Growing up, if you you believe in Santa, you believe that you will land in one of two columns on that never-ending list — naughty or nice. It’s one of those things that keeps you, as a kid, in line. The idea that someone is watching you and judging whether you’re good or bad.
There’s something to that with us, as Pistons fans, in the instant-reaction era we live in.
We judge the team and its players on a nightly basis.
So, here, on Christmas Eve, I’m going to play the role of Santa. The Pistons, definitively naughty as a rotten basketball team with the worst record in the league, will play the role of the kids awaiting their placement on the naughty or nice list.
Saddiq Bey’s Shooting: I’ve spent a lot of time looking into this already, but Bey’s shooting struggles have really hindered his growth in his third year. He’s doing a lot of things well and has adjusted to a demotion to the bench admirably, but until he finds his touch from 3-point range, this team isn’t going to get any better.
Cory Joseph, Generally: I know he’s Dwane Casey’s pet player, and has been reasonably useful over the past few seasons, but he ain’t this year. Father Time has gotten the best of CoJo, who has fallen out of the rotation due to some naughty defense. He just can’t keep up and watching him navigate screens on the perimeter is like watching toddlers run into funhouse mirrors.
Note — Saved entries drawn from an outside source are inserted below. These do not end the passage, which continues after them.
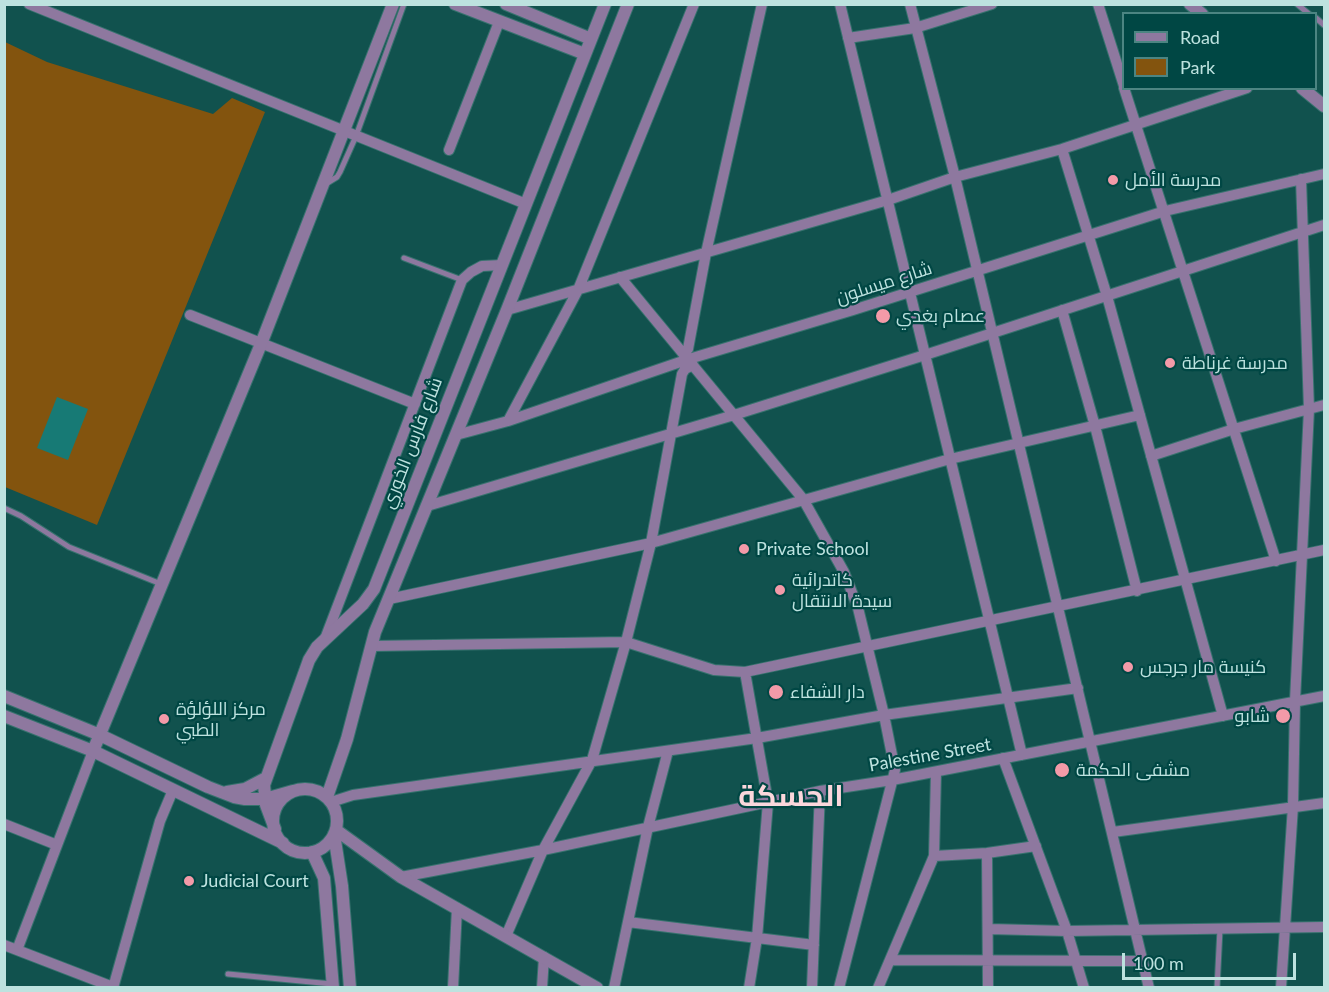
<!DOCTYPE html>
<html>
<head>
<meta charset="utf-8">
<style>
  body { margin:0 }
  #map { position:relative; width:1329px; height:992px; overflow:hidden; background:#11524e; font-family:Lato,sans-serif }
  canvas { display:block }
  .frame { position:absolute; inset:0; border:6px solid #bde2df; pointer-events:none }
  .legend { position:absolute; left:1122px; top:12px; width:195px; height:78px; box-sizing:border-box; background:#004744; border:2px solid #4c8582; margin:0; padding:8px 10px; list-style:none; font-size:18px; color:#bde2df }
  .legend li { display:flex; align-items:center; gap:12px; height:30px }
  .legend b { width:30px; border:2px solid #4c8582 }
  .scale { position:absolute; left:1122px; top:953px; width:174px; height:27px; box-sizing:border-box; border:3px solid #bde2df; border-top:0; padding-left:8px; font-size:18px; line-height:21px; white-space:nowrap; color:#bde2df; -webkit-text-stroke:4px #004744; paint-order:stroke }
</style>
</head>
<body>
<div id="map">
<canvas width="1329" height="992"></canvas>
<div class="frame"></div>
<ul class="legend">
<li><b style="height:8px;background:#8e789f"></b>Road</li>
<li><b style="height:16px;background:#83540e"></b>Park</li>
</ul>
<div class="scale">100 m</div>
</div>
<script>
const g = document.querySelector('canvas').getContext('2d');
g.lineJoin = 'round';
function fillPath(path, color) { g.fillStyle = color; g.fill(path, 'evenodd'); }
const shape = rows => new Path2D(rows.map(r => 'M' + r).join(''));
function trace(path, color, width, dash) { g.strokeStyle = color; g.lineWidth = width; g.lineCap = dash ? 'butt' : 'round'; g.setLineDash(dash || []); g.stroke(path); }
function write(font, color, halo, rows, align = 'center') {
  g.font = font + ' Lato,Cairo,sans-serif'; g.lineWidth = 4.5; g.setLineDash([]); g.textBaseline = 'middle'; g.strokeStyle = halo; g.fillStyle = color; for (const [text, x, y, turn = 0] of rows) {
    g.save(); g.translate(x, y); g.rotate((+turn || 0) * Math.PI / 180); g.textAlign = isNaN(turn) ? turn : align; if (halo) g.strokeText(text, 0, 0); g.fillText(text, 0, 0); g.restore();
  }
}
fillPath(shape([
  [5,42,47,62,213,114,232,98,265,112,97,525,5,487]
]), '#83540e');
fillPath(shape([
  [57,397,88,409,68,460,37,448]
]), '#177a75');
const service = shape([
  [1297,4,1309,14],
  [1316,18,1324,25],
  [324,185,337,177,340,172,356,136,404,4],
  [404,258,462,280],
  [4,508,21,516,69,547,161,584],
  [228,974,332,984],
  [1217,988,1220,929]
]);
const minor = shape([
  [29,4,526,204],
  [840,4,1022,755],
  [910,4,955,177,1149,988],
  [1098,4,1124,86],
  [848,38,915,28,992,4],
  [1124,88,1276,561],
  [1062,149,1107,296,1223,716],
  [449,150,499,22],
  [620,277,803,499,844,572,858,608,884,715,895,770,839,988],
  [507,310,888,200,955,177,1062,149,1247,88],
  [1062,310,1095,426,1137,591],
  [190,315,415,404],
  [684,354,688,349,706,253,762,4],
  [508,421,578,290,694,4],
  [456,435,508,421,689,359,853,310,1165,211,1324,174],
  [1151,456,1234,429,1324,405],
  [427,506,734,415,925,355,1324,225],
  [389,599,651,543,950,459,1140,415],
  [325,639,462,280,471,272,482,266,502,265],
  [371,646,626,642,714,670,745,672,1324,550],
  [745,672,768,802,757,938,749,988],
  [1003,758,1067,931,1084,988],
  [331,802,353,795,757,738,884,715,1078,688],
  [4,824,57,845],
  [1113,832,1324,803],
  [987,853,988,988],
  [934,856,987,853,1036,846],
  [401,877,543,850,820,791,892,780,1324,696],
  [628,922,814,945],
  [989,929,1067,931,1324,927],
  [506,936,543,850,592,760,626,642,651,543,682,374,685,369,693,365],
  [4,945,113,987],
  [17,950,93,751],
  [890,960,1143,961],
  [113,988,160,821,173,790],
  [453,988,457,908],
  [542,988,544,957],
  [614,988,648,827,668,751],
  [812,988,820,791],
  [878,988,934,856,936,772],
  [1281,988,1293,806,1295,701,1309,409,1301,179]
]);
const tertiary = shape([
  [455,4,585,54],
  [506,4,591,39],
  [1190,4,1202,14],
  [1302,88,1324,106],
  [4,696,100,735,208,787,234,797,245,799,265,799,293,791],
  [4,716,93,751,283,843],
  [93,751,261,344,393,4],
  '273 821a32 32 0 1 1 64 0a32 32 0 1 1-64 0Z',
  [227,792,245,789,266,778],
  [327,797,347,739,375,632,507,310,628,4],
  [275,829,266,805,264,785,309,660,317,647,363,604,374,589,605,4],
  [336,830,401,877,597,988],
  [334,834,342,886,350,988],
  [312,852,324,878,333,988]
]);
trace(service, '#37726e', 7);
trace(minor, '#37726e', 12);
trace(tertiary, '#37726e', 14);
trace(service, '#8e789f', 5);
trace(minor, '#8e789f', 10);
trace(tertiary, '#8e789f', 12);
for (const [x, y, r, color] of [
  [1113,180,6,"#f39aa8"],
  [883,316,8,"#f39aa8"],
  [1170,363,6,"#f39aa8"],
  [744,549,6,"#f39aa8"],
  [780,590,6,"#f39aa8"],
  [1128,667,6,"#f39aa8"],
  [776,692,8,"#f39aa8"],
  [1283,716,8,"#f39aa8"],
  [164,719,6,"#f39aa8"],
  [1062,770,8,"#f39aa8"],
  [189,881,6,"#f39aa8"]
]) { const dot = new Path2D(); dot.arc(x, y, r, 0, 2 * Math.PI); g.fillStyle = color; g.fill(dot); trace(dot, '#004744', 2); }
write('18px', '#bde2df', '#004744', [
  ["مدرسة الأمل",1125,180],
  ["عصام بغدي",896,316],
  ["مدرسة غرناطة",1182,363],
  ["Private School",756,549],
  ["كاتدرائية",792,580],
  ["سيدة الانتقال",792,601],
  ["كنيسة مار جرجس",1140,667],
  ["دار الشفاء",790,692],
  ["مركز اللؤلؤة",176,709],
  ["الطبي",176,730],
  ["شابو",1270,716,"right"],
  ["مشفى الحكمة",1076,770],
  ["Judicial Court",201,881]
], 'left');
write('18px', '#bde2df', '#004744', [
  ["شارع ميسلون",884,283,-18],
  ["شارع فارس الخوري",412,443,-69],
  ["Palestine Street",930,755,-10]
]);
write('bold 30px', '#fbd7dc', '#004744', [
  ["الحسكة",791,796]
]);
</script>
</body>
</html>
Bojan Bogdanovic Late in Games: I love Bogey and think he’s the best pure shooter the Pistons have had in years. This wouldn’t even be a conversation if Cade Cunningham were healthy, but it is hard to watch Bogdanovic isolate over and over again late in games. It’s a common thing for Casey’s teams to lean on their best scorer late in gams, but Bogdanovic is miscast for that solo-shot-creation role. He devolves into a turnover machine. Hopefully, more of that responsibility falls to Jaden Ivey and Killian Hayes in 2023.
Team Defense... Collectively: It’s just so bad. The Pistons allow 118 points per game, second worst in the NBA, and they’ve been brutal in the third quarter where teams just slice through them like a warm knife through butter. They’re 1-1 in games where their opponents score fewer than 100 points — a loss in LA to the Clippers and a road win over the Heat. What’s impressive... in a bad way, is that they’ve only held TWO TEAMS under 100 in 35 games! I understand they’re young, and their best scorer is also a bad defender, but this team is nipping at the heels of the 1967-68 squad that gave up a franchise-worst 120 points per game.
Killian Hayes Finding His Way, Finally: I’ve detailed this elsewhere, but Killian going from worst pull-up shooter in the league to one of the best has really saved the Pistons from being unwatchable. He’s finding his way by hitting tough shots. I don’t know if it’s sustainable because there’s no past evidence of it, but then again, there isn’t a metric that measures “tough shot making” like there is everything else. Scoring, even at a slightly below-average level, unlocks more playmaking opportunities for him. Detroit needs that without Cade.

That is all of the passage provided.